* [WHAT YOU SHOULD DO]: If a line holds the word "down", copy it from the entries.

[Collected data]
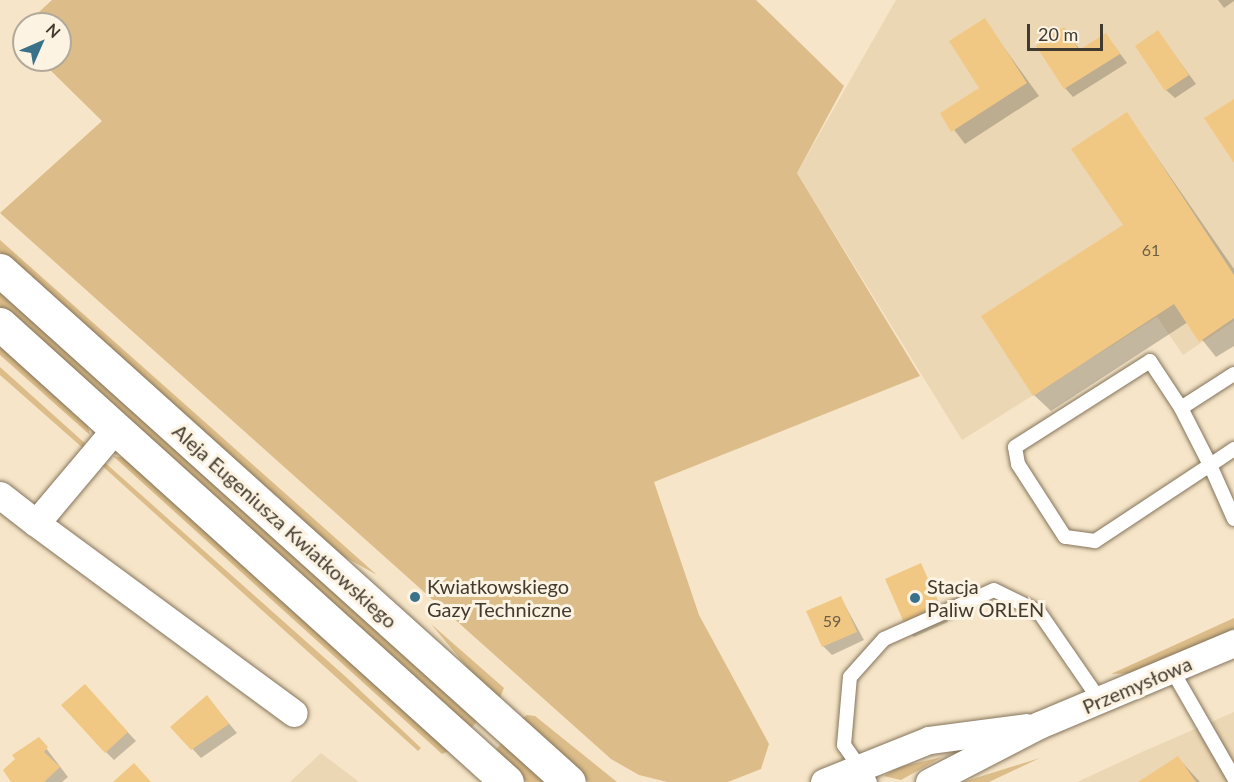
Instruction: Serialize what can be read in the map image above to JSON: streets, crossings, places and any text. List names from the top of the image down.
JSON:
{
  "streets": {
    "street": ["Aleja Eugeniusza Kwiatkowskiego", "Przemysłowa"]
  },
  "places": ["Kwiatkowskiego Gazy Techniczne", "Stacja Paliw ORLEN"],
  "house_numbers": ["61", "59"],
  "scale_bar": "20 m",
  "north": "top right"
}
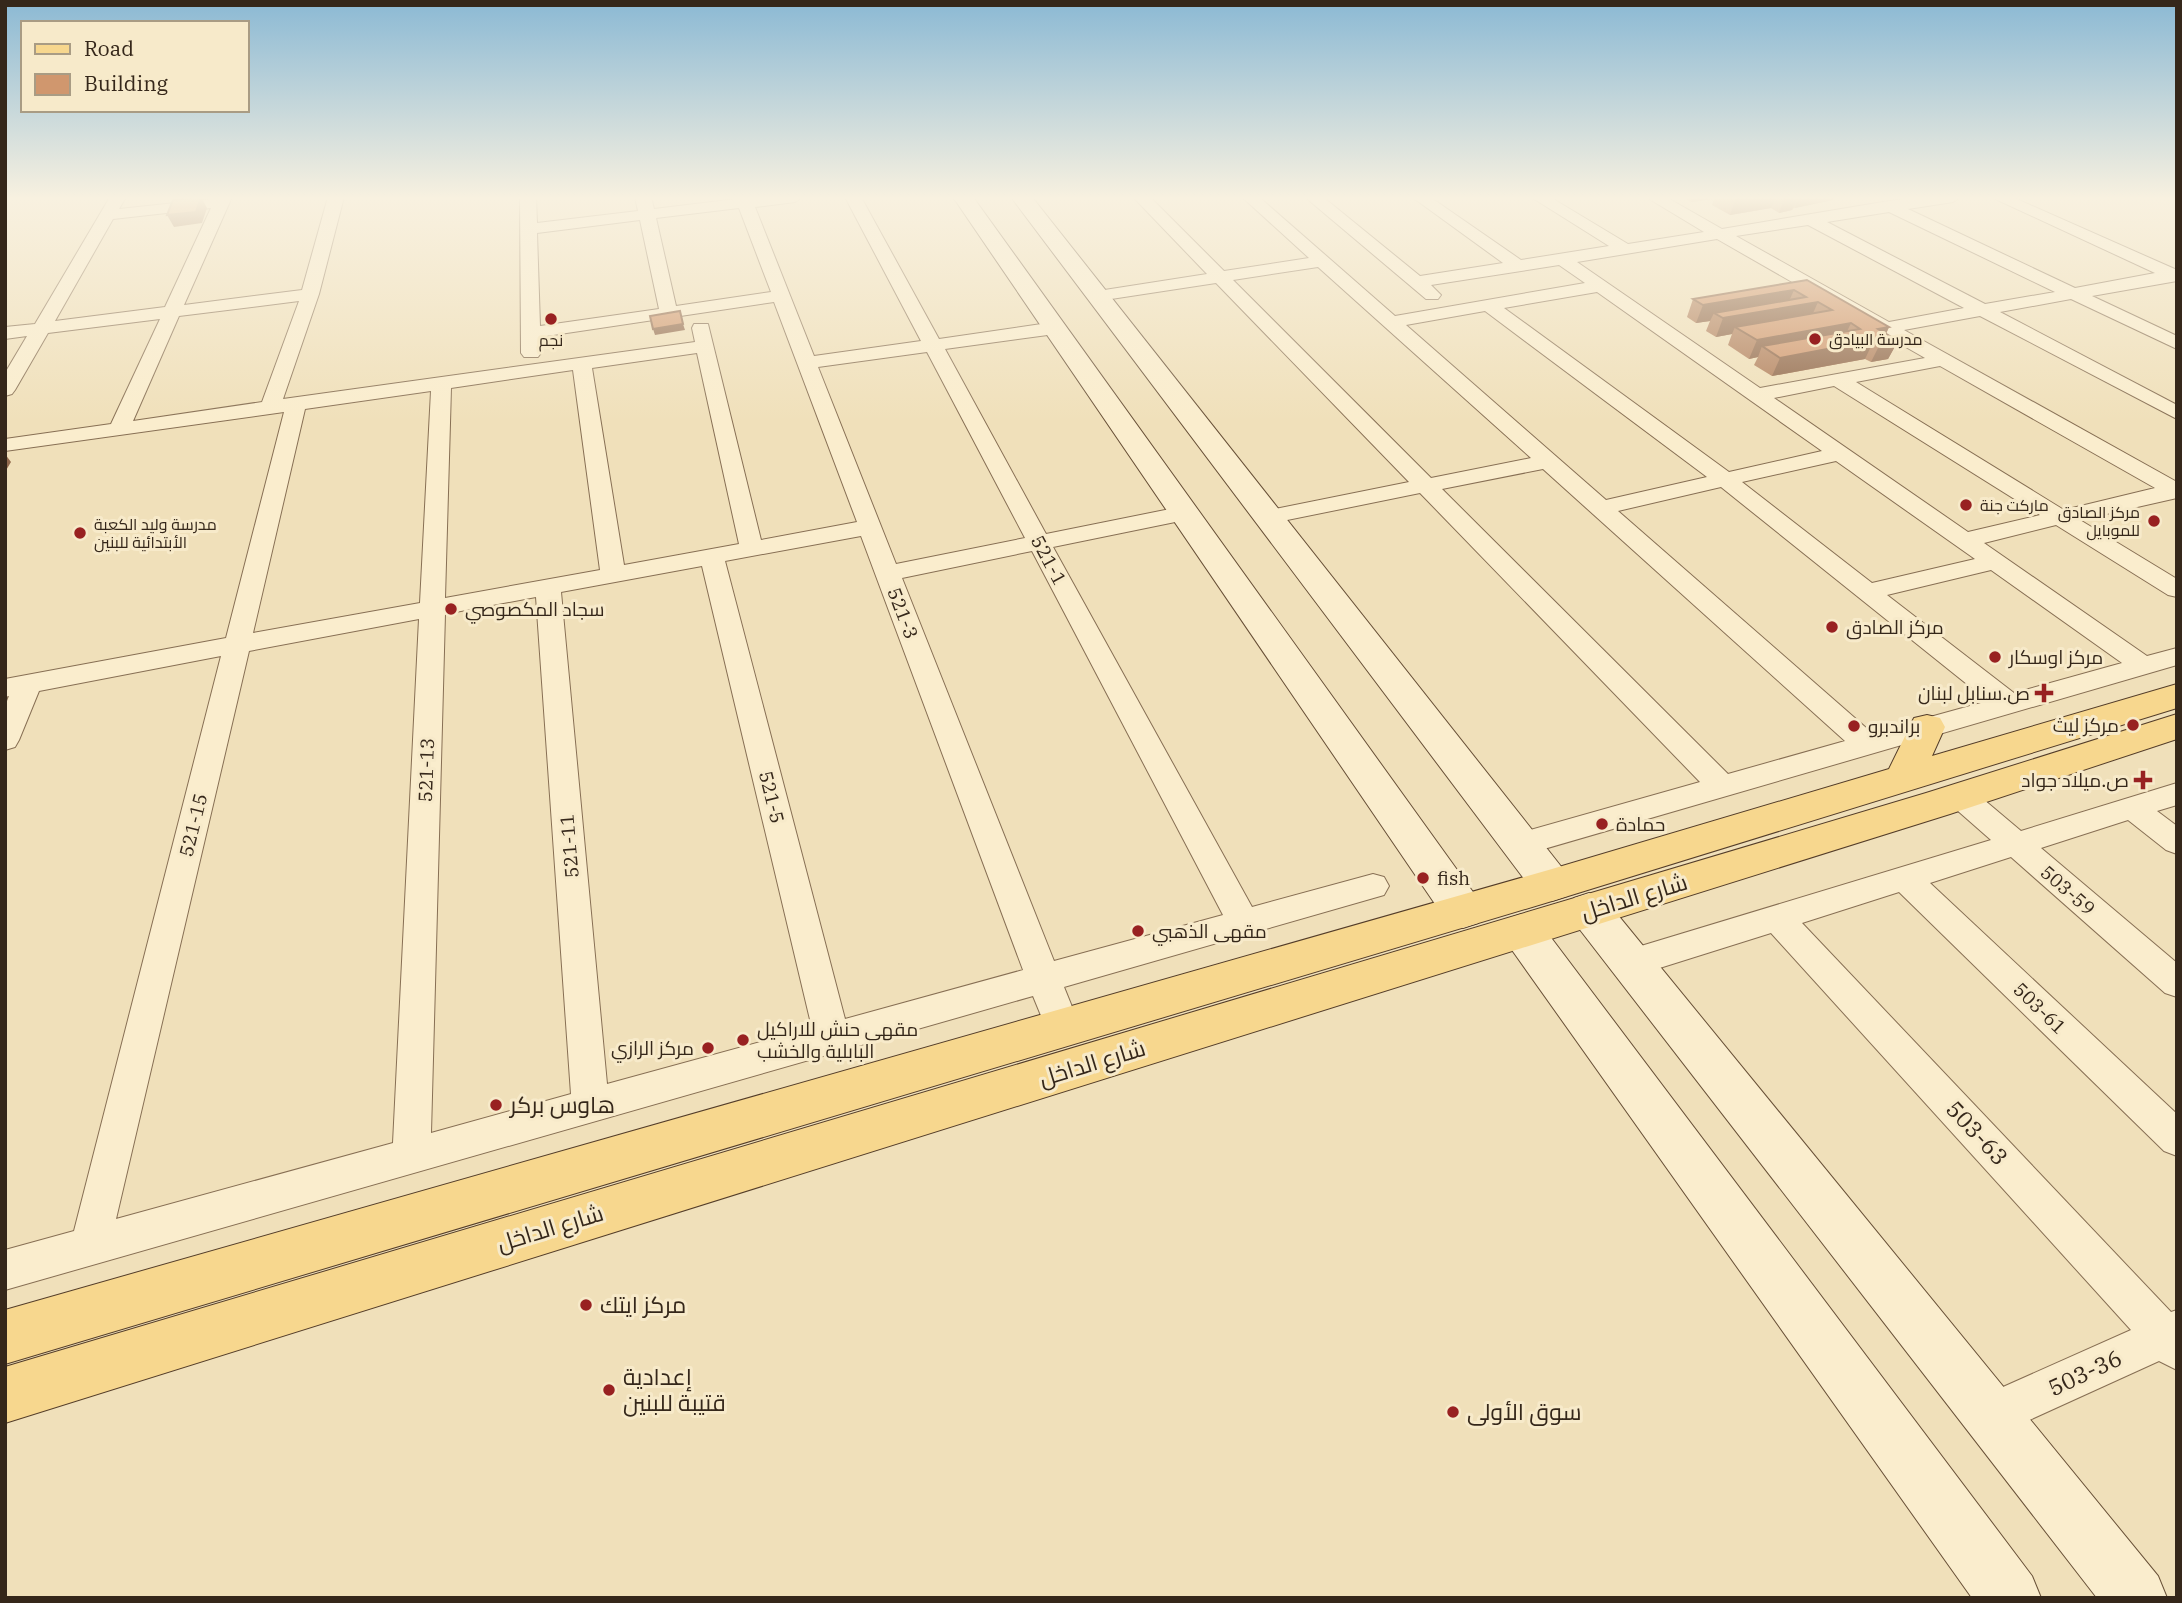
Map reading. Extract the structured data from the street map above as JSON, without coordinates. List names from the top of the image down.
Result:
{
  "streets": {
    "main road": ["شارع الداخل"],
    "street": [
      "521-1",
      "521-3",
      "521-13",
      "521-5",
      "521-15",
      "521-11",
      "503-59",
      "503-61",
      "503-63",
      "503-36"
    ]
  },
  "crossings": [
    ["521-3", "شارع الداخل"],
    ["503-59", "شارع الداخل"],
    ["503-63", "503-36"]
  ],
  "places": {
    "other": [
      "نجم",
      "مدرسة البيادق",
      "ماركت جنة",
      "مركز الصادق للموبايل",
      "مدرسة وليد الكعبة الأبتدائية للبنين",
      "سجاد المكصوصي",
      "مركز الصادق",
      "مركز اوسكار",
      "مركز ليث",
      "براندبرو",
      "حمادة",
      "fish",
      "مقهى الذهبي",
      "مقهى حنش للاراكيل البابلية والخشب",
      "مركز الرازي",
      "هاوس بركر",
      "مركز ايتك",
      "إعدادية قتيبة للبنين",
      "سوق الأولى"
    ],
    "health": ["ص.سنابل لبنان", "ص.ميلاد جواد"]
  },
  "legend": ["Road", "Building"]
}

* [SOLUTION]:
Instruction: Serialize what can be read in the map image above to JSON: streets, crossings, places and any text. List names from the top of the image down.
Map reading. Extract the structured data from the street map above as JSON, without coordinates. List names from the top of the image down.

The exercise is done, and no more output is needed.